News Analysis |
The National Assembly of Pakistan has unanimously passed a resolution, which proposes to rename the ‘Abdus Salaam Centre’ in Quaid-e-Azam University. The National Centre for Physics at Quaid-e-Azam University Islamabad was named after Professor Dr. Abdus Salam last year, the renowned physicist and only Pakistani who managed to win Nobel Prize in Science.
The resolution was presented by Member National Assembly and son-in-law of ousted Prime Minister Nawaz Sharif, Captain (retd) Safdar. Safdar stated that the department be renamed after “famous scientist Abu al Fatah Abdul Rahman Al-Khazini, who was the biggest name for Muslims in Physics”.
“The creation of the Islamic Republic of Pakistan was based on the Two-Nation Theory. The department should be renamed after Abu al Fatah Abdul Rahman Al-Khazini so that the world can know that he followed in the footsteps of his teacher Al-Biruni to achieve amazing feats in the world of physics,” the resolution read.
Interestingly in 2016, then Prime Minister Nawaz Sharif, had approved the renaming of the National Centre for Physics at Quaid-e-Azam University after Dr. Abdus Salam.
Safdar’s anti-Ahmedi community stance:
This is not for the first time that the Nawaz Sharif’s son in law has made an attempt to symbolically marginalize the Ahmadi community in Pakistan. A few months ago he made anti-Ahmadi comments while speaking in the National Assembly. He demanded the government to rename the National Centre for Physics at Quaid-e-Azam University.
“These people [Ahmadis] are a threat to this country, its Constitution, and ideology. This situation is heading towards a dangerous point,” said Safdar.
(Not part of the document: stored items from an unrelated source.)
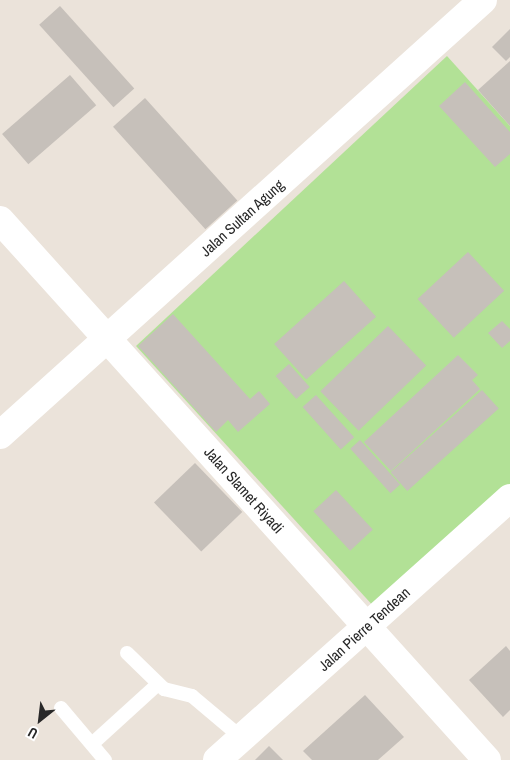 <!DOCTYPE html>
<style>
body{margin:0}
#map{position:relative;width:510px;height:760px;overflow:hidden;background:#ebe3da;font-family:"Archivo Narrow",sans-serif}
div>[style]{position:absolute}
.green>*{inset:0;background:#b2e196}
.building>*{inset:0;background:#c6c0ba;transform-origin:0 0}
.service>*{height:14px;margin:-7px;padding:0 7px;transform-origin:7px;border-radius:7px;background:#fff}
.minor>*{height:28px;margin:-14px;padding:0 14px;transform-origin:14px;border-radius:14px;background:#fff}
span{translate:-50% -50%;white-space:nowrap;text-align:center;line-height:1.15;-webkit-text-stroke:4px #fff;paint-order:stroke}
.street-label{font-size:15px;color:#282828}
.north{position:absolute;left:15px;top:695px;width:50px;height:50px;-webkit-text-stroke:4px #fff;paint-order:stroke;rotate:209deg;font-size:14px;font-weight:700;line-height:20px;text-align:center;color:#282828}
.north::after{content:'';display:block;margin:auto;width:18px;height:22px;background:#282828;clip-path:polygon(50% 0,100% 100%,50% 72%,0 100%)}
</style>
<div id="map">
<div class="green">
<i style="clip-path:polygon(447px 56px,510px 126px,510px 488px,376px 609px,136px 346px)"></i>
</div>
<div class="building">
<i style="left:60px;top:6px;width:111px;height:28px;rotate:48deg"></i>
<i style="clip-path:polygon(510px 29px,510px 57px,506px 61px,492px 47px)"></i>
<i style="clip-path:polygon(510px 61px,510px 126px,478px 90px)"></i>
<i style="left:70px;top:75px;width:40px;height:90px;rotate:49deg"></i>
<i style="clip-path:polygon(465px 82px,510px 132px,510px 154px,495px 167px,439px 106px)"></i>
<i style="left:145px;top:98px;width:138px;height:43px;rotate:48deg"></i>
<i style="left:468px;top:252px;width:53px;height:69px;rotate:47deg"></i>
<i style="left:344px;top:281px;width:48px;height:94px;rotate:48deg"></i>
<i style="clip-path:polygon(173px 314px,250px 399px,259px 391px,270px 404px,238px 432px,228px 420px,216px 432px,138px 346px)"></i>
<i style="clip-path:polygon(502px 321px,510px 329px,510px 341px,502px 348px,488px 333px)"></i>
<i style="left:388px;top:326px;width:55px;height:94px;rotate:46deg"></i>
<i style="clip-path:polygon(458px 355px,478px 375px,472px 380px,480px 389px,391px 471px,364px 442px)"></i>
<i style="left:289px;top:364px;width:31px;height:18px;rotate:48deg"></i>
<i style="left:482px;top:390px;width:25px;height:123px;rotate:48deg"></i>
<i style="left:316px;top:395px;width:57px;height:18px;rotate:48deg"></i>
<i style="left:360px;top:440px;width:60px;height:13px;rotate:48deg"></i>
<i style="left:195px;top:463px;width:68px;height:57px;rotate:46deg"></i>
<i style="left:336px;top:490px;width:54px;height:31px;rotate:47deg"></i>
<i style="clip-path:polygon(506px 646px,510px 651px,510px 710px,503px 717px,469px 680px)"></i>
<i style="clip-path:polygon(365px 695px,404px 737px,378px 760px,312px 760px,303px 751px)"></i>
<i style="clip-path:polygon(269px 746px,283px 760px,255px 760px)"></i>
</div>
<div class="service">
<i style="left:127px;top:653px;width:52px;rotate:44.2deg"></i>
<i style="left:164px;top:689px;width:29px;rotate:14deg"></i>
<i style="left:192px;top:696px;width:65px;rotate:40deg"></i>
<i style="left:61px;top:708px;width:68px;rotate:49.8deg"></i>
<i style="left:92px;top:744px;width:89px;rotate:-42.3deg"></i>
</div>
<div class="minor">
<i style="left:0;top:220px;width:727px;rotate:47.95deg"></i>
<i style="left:0;top:435px;width:650px;rotate:-42.01deg"></i>
<i style="left:217px;top:760px;width:393px;rotate:-41.8deg"></i>
</div>
<div class="street-label">
<span style="left:242px;top:218px;rotate:-42deg">Jalan Sultan Agung</span>
<span style="left:244px;top:490px;rotate:48deg">Jalan Slamet Riyadi</span>
<span style="left:364px;top:629px;rotate:-42deg">Jalan Pierre Tendean</span>
</div>
<div class="north">U</div>
</div>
He further mentioned that “Pakistan was created with an ideology to protect the finality of Prophethood [Khatm-i-Naboowat] so Islam is practiced here.”
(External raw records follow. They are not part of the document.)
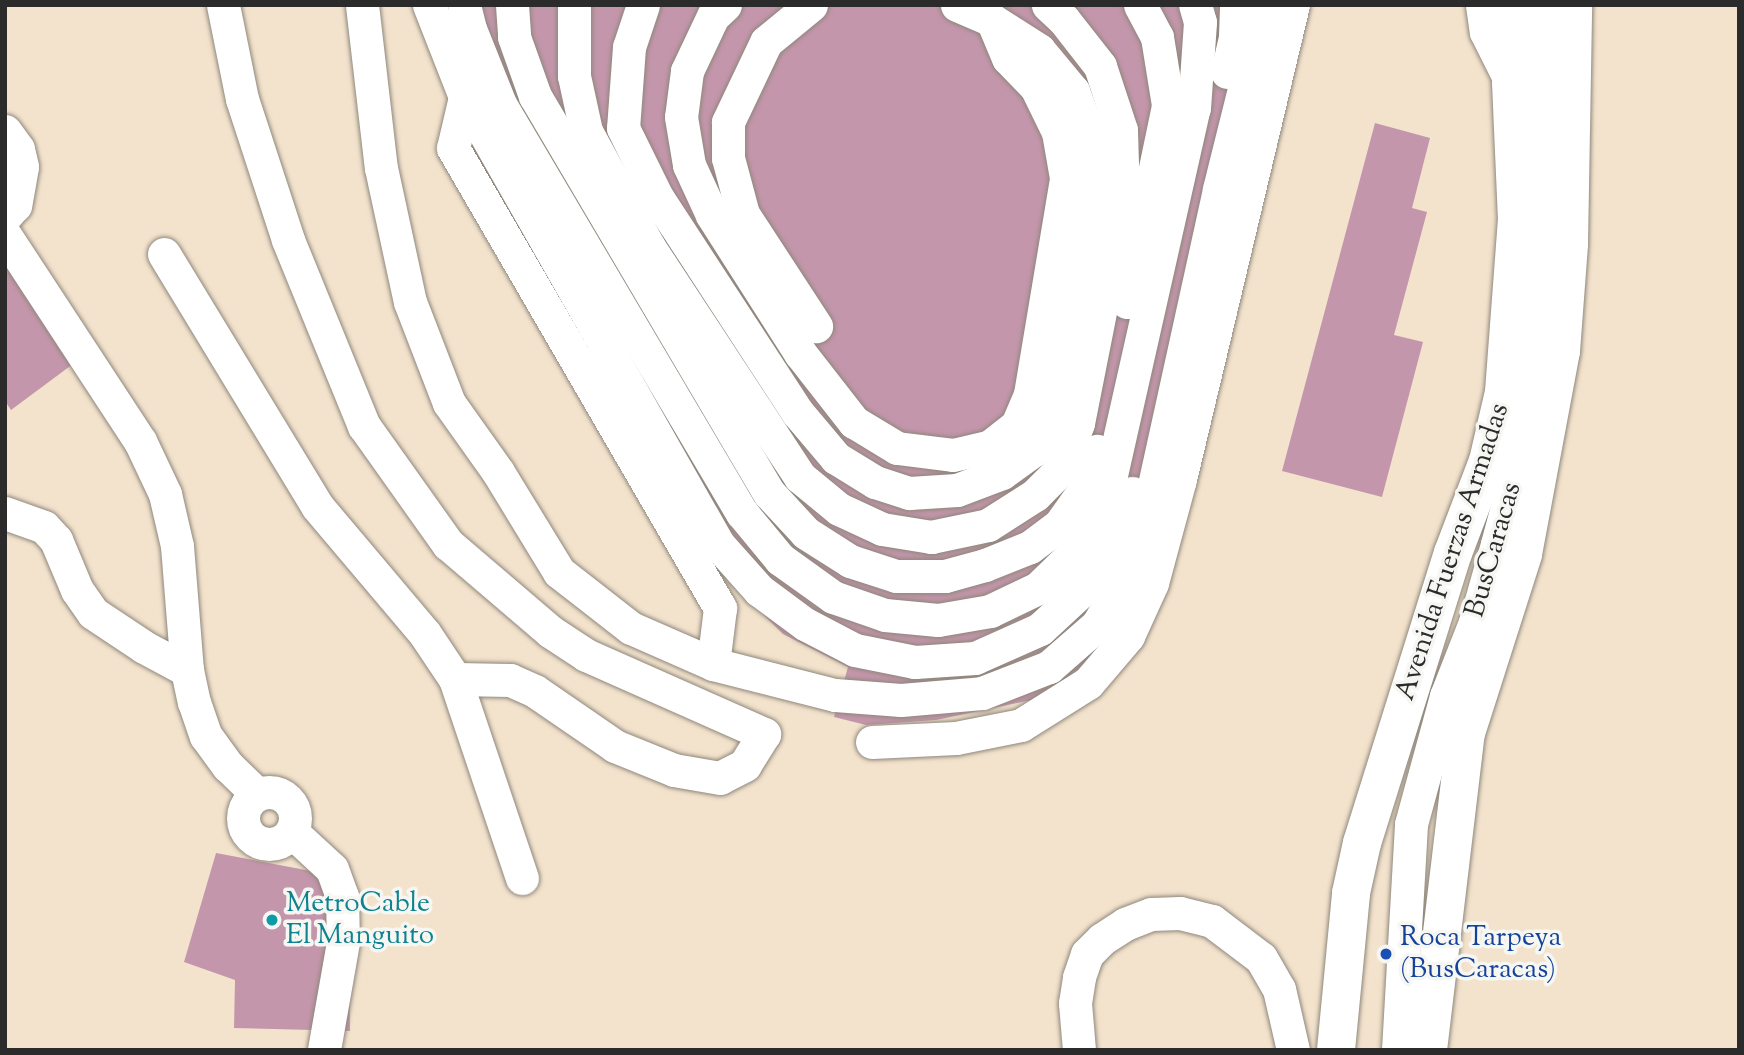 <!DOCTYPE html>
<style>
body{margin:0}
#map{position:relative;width:1744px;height:1055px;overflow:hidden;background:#f3e3cd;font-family:"Sorts Mill Goudy",serif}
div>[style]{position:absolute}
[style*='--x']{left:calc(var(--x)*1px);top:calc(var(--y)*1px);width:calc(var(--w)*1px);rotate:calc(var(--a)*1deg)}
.building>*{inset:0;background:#c496ac}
.roads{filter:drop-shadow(0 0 2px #8f877c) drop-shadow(0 0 2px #8f877c)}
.minor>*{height:33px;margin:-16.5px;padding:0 16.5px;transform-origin:16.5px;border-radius:16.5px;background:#fff}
.minor>.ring{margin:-16.5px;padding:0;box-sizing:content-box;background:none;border:33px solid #fff;border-radius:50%}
.major>*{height:38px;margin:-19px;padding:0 19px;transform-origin:19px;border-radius:19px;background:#fff}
.dots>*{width:19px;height:19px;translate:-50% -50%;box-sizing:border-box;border:4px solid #f6f6f2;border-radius:50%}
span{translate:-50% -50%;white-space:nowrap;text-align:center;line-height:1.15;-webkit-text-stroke:7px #f6f6f2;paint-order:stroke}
.street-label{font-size:28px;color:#2b2b2b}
.culture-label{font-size:28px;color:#0d838f}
.left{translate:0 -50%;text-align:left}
.transit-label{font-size:28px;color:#164399}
.frame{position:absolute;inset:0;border:7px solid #2b2b2b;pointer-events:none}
</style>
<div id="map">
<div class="building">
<i style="clip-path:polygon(447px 5px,1279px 5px,1147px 568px,1090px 661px,1036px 699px,936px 720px,866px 725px,834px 717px,848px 667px,783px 634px,721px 573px,475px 142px)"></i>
<i style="clip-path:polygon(1375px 123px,1430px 138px,1412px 208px,1427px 212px,1394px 335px,1423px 342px,1382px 497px,1282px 471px)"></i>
<i style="clip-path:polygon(5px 258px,77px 361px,11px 410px,5px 401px)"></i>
<i style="clip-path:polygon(216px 853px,348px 878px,350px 1031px,234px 1028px,235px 980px,184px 962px)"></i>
</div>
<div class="roads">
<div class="minor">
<i style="--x:223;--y:5;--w:96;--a:78.6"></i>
<i style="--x:242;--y:99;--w:148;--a:71.9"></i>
<i style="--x:288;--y:240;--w:201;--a:67.8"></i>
<i style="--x:364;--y:426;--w:145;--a:54.6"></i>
<i style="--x:448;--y:544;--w:135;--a:40.5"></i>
<i style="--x:551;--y:632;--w:42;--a:33.3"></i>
<i style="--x:586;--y:655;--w:195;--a:23.9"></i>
<i style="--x:764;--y:734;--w:36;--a:122"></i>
<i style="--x:745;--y:765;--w:28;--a:153"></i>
<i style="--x:720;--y:778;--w:47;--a:-170.1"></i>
<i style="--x:674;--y:770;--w:64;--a:-157.9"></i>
<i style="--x:615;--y:746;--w:97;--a:-145.5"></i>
<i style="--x:535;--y:691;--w:27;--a:-156"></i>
<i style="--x:510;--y:680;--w:55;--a:-179"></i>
<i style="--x:362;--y:5;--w:164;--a:83.4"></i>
<i style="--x:381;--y:168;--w:137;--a:77.8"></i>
<i style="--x:410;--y:302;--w:108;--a:68.9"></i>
<i style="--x:449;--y:403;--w:85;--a:54.6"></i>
<i style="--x:498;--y:472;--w:117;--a:58.6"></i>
<i style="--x:559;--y:572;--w:91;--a:37.9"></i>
<i style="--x:631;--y:628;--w:90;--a:23.7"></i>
<i style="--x:713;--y:664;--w:126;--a:14.3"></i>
<i style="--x:835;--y:695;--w:66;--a:4.3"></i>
<i style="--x:901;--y:700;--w:81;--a:-4.9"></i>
<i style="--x:982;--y:693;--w:72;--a:-21.2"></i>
<i style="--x:1049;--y:667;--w:64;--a:-41.2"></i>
<i style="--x:1097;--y:625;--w:79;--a:-58.5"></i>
<i style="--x:1138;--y:558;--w:378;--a:-77.6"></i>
<i style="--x:1219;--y:189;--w:190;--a:-76"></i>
<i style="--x:429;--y:5;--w:99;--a:68.6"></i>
<i style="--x:465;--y:97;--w:38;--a:61"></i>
<i style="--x:483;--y:130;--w:476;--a:60.4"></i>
<i style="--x:718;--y:544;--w:62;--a:48.3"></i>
<i style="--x:759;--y:590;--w:57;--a:36.5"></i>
<i style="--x:805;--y:624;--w:56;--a:27.5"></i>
<i style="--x:855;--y:650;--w:61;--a:11.3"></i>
<i style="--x:915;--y:662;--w:60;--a:-3.8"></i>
<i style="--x:975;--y:658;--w:71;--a:-24"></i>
<i style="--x:1040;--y:629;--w:69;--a:-42.7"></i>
<i style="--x:1091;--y:582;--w:63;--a:-58.6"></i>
<i style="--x:1124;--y:528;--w:36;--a:-77"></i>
<i style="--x:464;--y:5;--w:25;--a:76"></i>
<i style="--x:470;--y:29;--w:81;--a:68.2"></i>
<i style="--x:500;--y:104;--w:475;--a:59.4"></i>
<i style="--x:742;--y:513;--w:60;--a:50.4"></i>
<i style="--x:780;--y:559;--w:65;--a:35.6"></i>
<i style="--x:833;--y:597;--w:55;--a:19.1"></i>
<i style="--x:885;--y:615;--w:53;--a:5.4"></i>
<i style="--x:938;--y:620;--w:53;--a:-9.8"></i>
<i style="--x:990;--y:611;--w:53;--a:-25.6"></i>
<i style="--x:1038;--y:588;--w:53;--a:-44.2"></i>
<i style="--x:1076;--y:551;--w:53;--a:-58.1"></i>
<i style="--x:1104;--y:506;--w:408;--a:-77.3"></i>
<i style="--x:1194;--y:108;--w:86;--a:-86"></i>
<i style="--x:1200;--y:22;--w:18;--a:-106"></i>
<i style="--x:512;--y:5;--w:32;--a:86"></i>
<i style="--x:514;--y:37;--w:63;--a:70.4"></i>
<i style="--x:535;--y:96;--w:461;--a:59.5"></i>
<i style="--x:769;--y:493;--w:54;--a:47.2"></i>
<i style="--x:806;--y:533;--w:52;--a:32.5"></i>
<i style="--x:850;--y:561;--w:48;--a:18.1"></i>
<i style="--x:896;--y:576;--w:49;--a:0"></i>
<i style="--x:945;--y:576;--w:41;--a:-15.4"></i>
<i style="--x:985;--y:565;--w:48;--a:-21.8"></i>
<i style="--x:1030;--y:547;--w:38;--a:-37"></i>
<i style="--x:1060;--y:524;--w:52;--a:-54.5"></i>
<i style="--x:1090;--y:482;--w:32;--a:-77"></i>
<i style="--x:574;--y:5;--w:71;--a:90"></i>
<i style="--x:574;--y:76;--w:56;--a:77.7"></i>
<i style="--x:586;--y:131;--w:132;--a:61.5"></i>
<i style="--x:649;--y:247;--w:275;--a:56.7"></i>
<i style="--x:800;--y:477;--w:50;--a:39.4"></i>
<i style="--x:839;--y:509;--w:47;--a:24.9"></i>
<i style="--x:882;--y:529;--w:50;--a:9.3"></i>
<i style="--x:931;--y:537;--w:58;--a:-11.9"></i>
<i style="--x:988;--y:525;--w:56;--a:-32.6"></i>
<i style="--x:1035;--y:495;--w:37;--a:-45"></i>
<i style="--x:1061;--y:469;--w:49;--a:-69.7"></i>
<i style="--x:1078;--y:423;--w:232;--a:-78.8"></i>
<i style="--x:1123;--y:195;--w:65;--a:-91.8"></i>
<i style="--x:1121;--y:130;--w:67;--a:-108.2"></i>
<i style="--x:1100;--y:66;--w:58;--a:-128"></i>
<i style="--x:1064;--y:20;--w:22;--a:-137"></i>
<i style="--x:643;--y:5;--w:44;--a:108.4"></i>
<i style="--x:629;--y:47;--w:81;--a:94.2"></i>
<i style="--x:623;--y:128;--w:77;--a:63.8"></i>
<i style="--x:657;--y:197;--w:258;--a:56.9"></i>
<i style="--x:798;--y:413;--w:59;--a:49.8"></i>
<i style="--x:836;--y:458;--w:46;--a:31.6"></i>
<i style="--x:875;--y:482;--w:36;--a:18"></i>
<i style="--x:909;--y:493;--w:48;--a:-3.6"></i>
<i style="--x:957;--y:490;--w:48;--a:-20.7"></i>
<i style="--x:1002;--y:473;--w:39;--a:-36"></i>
<i style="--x:1034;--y:450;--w:31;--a:-59"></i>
<i style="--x:1050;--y:423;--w:252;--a:-79.7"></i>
<i style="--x:1095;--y:175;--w:44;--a:-99.2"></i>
<i style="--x:1088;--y:132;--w:44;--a:-110.1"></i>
<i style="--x:1073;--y:91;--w:53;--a:-129.7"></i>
<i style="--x:1039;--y:50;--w:56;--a:-147.4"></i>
<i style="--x:992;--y:20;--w:38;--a:-157"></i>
<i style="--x:725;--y:5;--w:16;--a:137"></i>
<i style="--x:713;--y:16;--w:61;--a:115.3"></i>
<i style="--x:687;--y:71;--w:46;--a:97.4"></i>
<i style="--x:681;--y:117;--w:49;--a:80.5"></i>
<i style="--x:689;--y:165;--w:55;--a:65.3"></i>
<i style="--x:712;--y:215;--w:164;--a:57.5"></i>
<i style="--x:800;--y:353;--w:88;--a:52"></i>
<i style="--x:854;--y:422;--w:50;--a:31.2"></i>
<i style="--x:897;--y:448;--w:56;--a:7.1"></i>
<i style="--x:953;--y:455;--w:37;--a:-13"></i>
<i style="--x:989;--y:447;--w:36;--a:-38"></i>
<i style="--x:1017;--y:425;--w:34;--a:-67"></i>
<i style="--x:1030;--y:394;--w:219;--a:-80.5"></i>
<i style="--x:1066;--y:178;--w:47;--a:-99.9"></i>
<i style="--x:1058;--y:132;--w:50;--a:-116.1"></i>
<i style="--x:1036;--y:87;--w:40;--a:-134"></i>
<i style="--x:1008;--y:58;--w:41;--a:-112.8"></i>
<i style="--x:811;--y:5;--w:58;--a:140.6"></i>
<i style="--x:766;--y:42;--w:89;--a:115.4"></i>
<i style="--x:728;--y:122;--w:36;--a:90"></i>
<i style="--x:728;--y:158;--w:58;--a:75"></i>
<i style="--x:743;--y:214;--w:134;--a:56.9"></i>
<i style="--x:1482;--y:5;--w:27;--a:82"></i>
<i style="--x:1486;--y:32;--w:56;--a:63.4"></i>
<i style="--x:1227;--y:72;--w:37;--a:-77"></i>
<i style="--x:1235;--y:36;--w:31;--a:-88"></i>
<i style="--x:465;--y:97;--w:52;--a:103.2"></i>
<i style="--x:453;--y:148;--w:532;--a:59.87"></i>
<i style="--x:720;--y:608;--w:56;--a:97.1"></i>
<i style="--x:5;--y:131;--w:22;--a:54"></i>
<i style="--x:18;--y:149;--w:18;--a:77"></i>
<i style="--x:22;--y:167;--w:39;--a:100"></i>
<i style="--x:15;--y:205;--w:15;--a:132"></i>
<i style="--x:5;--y:235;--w:246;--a:56.8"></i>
<i style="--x:140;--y:441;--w:59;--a:64.7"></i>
<i style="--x:165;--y:494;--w:53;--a:77"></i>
<i style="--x:177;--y:546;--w:124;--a:85.4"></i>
<i style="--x:187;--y:670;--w:33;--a:78"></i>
<i style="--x:194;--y:702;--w:36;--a:71"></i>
<i style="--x:206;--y:736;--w:37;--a:54"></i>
<i style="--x:228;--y:766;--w:40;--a:44"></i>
<i style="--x:164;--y:254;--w:295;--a:58.7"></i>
<i style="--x:317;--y:506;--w:167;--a:49.8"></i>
<i style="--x:425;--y:634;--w:54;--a:56.3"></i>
<i style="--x:455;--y:679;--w:210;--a:71.4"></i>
<i style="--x:1127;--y:302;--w:201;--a:-78.2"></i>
<i style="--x:1168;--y:105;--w:69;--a:-99.2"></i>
<i style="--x:1157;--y:37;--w:36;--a:-118"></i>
<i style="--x:5;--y:513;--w:41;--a:19.7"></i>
<i style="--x:44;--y:527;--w:18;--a:47"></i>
<i style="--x:56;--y:540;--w:54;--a:67.2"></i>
<i style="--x:77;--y:590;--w:28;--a:55"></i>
<i style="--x:93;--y:613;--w:61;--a:33.7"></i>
<i style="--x:144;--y:647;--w:49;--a:28.1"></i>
<i style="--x:872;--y:742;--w:84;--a:-2.7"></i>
<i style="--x:956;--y:738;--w:66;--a:-11.3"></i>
<i style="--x:1021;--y:725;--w:79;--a:-32.1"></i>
<i style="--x:1088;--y:683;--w:62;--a:-49.6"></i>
<i style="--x:1128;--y:636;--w:58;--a:-65.6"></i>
<i style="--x:1152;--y:583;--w:108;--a:-74.9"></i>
<i style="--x:1180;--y:479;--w:487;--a:-76.6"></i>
<i class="ring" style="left:243px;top:792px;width:19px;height:19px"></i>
<i style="--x:292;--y:832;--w:54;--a:42.8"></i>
<i style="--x:332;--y:869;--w:29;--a:70"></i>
<i style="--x:342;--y:896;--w:46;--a:88.8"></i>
<i style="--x:343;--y:942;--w:110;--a:100"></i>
<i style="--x:1079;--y:1050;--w:47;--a:-94.9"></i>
<i style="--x:1075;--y:1003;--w:26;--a:-81"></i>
<i style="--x:1079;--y:977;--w:24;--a:-71"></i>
<i style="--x:1087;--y:954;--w:21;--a:-45"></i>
<i style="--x:1102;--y:939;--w:27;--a:-33"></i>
<i style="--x:1125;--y:924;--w:28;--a:-21"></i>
<i style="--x:1151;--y:914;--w:29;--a:-2"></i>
<i style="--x:1180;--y:913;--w:33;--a:14"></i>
<i style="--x:1212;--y:921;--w:61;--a:37.1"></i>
<i style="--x:1261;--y:958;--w:36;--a:60"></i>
<i style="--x:1279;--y:989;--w:63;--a:77.1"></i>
<i style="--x:1398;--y:1050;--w:226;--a:-86.7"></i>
<i style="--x:1411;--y:824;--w:133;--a:-74.7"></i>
<i style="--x:1446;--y:696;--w:79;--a:-68.6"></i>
<i style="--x:1475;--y:622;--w:81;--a:-74.2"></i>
<i style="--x:1497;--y:544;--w:85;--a:-75"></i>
<i style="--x:1519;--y:462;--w:77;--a:-82.5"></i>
<i style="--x:1529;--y:386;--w:123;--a:-83.9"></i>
<i style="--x:1542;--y:264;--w:259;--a:-89.3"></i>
</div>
<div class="major">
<i style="--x:1336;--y:1050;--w:158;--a:-84.5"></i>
<i style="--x:1351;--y:893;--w:51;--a:-77.6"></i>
<i style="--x:1362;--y:843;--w:304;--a:-72.6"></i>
<i style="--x:1453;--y:553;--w:98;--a:-69.2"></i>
<i style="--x:1488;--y:461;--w:71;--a:-76.9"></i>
<i style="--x:1504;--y:392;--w:172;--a:-85.7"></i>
<i style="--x:1517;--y:220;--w:138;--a:-92.5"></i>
<i style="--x:1511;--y:82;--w:77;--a:-88.5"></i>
<i style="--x:1428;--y:1050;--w:319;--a:-83.2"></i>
<i style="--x:1466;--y:733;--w:188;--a:-72.3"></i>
<i style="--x:1523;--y:554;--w:207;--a:-79.4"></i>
<i style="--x:1561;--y:351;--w:107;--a:-85.7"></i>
<i style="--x:1569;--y:244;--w:239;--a:-89"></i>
</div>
</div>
<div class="dots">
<i style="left:272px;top:920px;background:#0f9aa8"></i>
<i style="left:1386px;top:954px;background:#1a4fb4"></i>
</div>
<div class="street-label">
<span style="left:1494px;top:550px;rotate:-74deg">BusCaracas</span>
<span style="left:1453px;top:552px;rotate:-72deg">Avenida Fuerzas Armadas</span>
</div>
<div class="culture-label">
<span class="left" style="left:286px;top:920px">MetroCable<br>El Manguito</span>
</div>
<div class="transit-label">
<span class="left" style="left:1400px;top:954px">Roca Tarpeya<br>(BusCaracas)</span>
</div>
<div class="frame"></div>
</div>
He also asked for a “ban on recruitment of Qadianis [Ahmadis] in the armed forces”. He was of the view that since “theirs is a false religion, in which there is no concept of jihad for Allah,” the members of the Ahmadi community and “could not be trusted” with the responsibility of guarding the country’s frontiers.
PML-N’s tactics to seek the political support of the conservatively religious in the country
Pakistan Muslim League Nawaz (PML-N), the ruling party in Pakistan, was last year accused of having drafted some objection changes to Khatam-e-Nabuwat in the Election Act 2017. Tehreek-e-Labbaik Pakistan (TLP) Chairman Khadim Hussain Rizvi not only condemned it but also organized a sit-in in Faizabad to demand the resignation of law minister Zahid Hamid. The government initially ignored the protest but later had to deal with it, since the protestors paralyzed the functioning of the twin cities. As the government launched an operation against the TKP members, nationwide protests erupted. Roads in all major cities of Pakistan were immediately blocked, residences of politicians were attacked, and anti-government slogans were raised by the protestors. The Pakistan Army had to intervene and played the role of mediator, and as a result, an agreement was signed between the government and TLP.
However, it should be noted that Khadim Rizvi managed to establish a strong narrative against the PML-N for allegedly being involved in making changes to Khatam-e-Nabuwat clause. Any move by the government that might hurt those religious sentiments of the population might prove costly in Pakistan.
Perhaps, PML-N has learned this from the Faizabad sit-in incident. Safdar, Sharif’s son-in-law, has been making anti-Ahmadi remarks in order to maintain his (and perhaps of PML-N’s) popularity in religious circles. But in areas like South Punjab where religious minded people vote on the basis of faith, PML-N has faced already suffered a major setback. The rapidly growing popularity of TLP is an evidence of the fact that anti-PML-N slogan of Khadim Rizvi is working for him. And his party TLP.
The resolution being passed in the National Assembly, the hateful remarks of Nawaz’s son-in-law against a religious minority in Pakistan, is a matter of serious concern. Pakistan is consideredthea worst place for religious minorities across the world. Such moves by the ruling party to please a specific group of people may prove productive for the party but holistically it is not in the best interests of the state and society. Using hate to win votes is an old tactic in politics, and politicians all over the world utilize this method to win elections. Similarly, Trump used his anti-Muslim and anti-immigrant rhetoric to win the previous U.S. elections. Bharatiya Janata Party (BJP) uses the same tactic in India. However, promoting hate and discrimination has serious consequences due to which the scapegoat party suffers in the form of hate and persecution.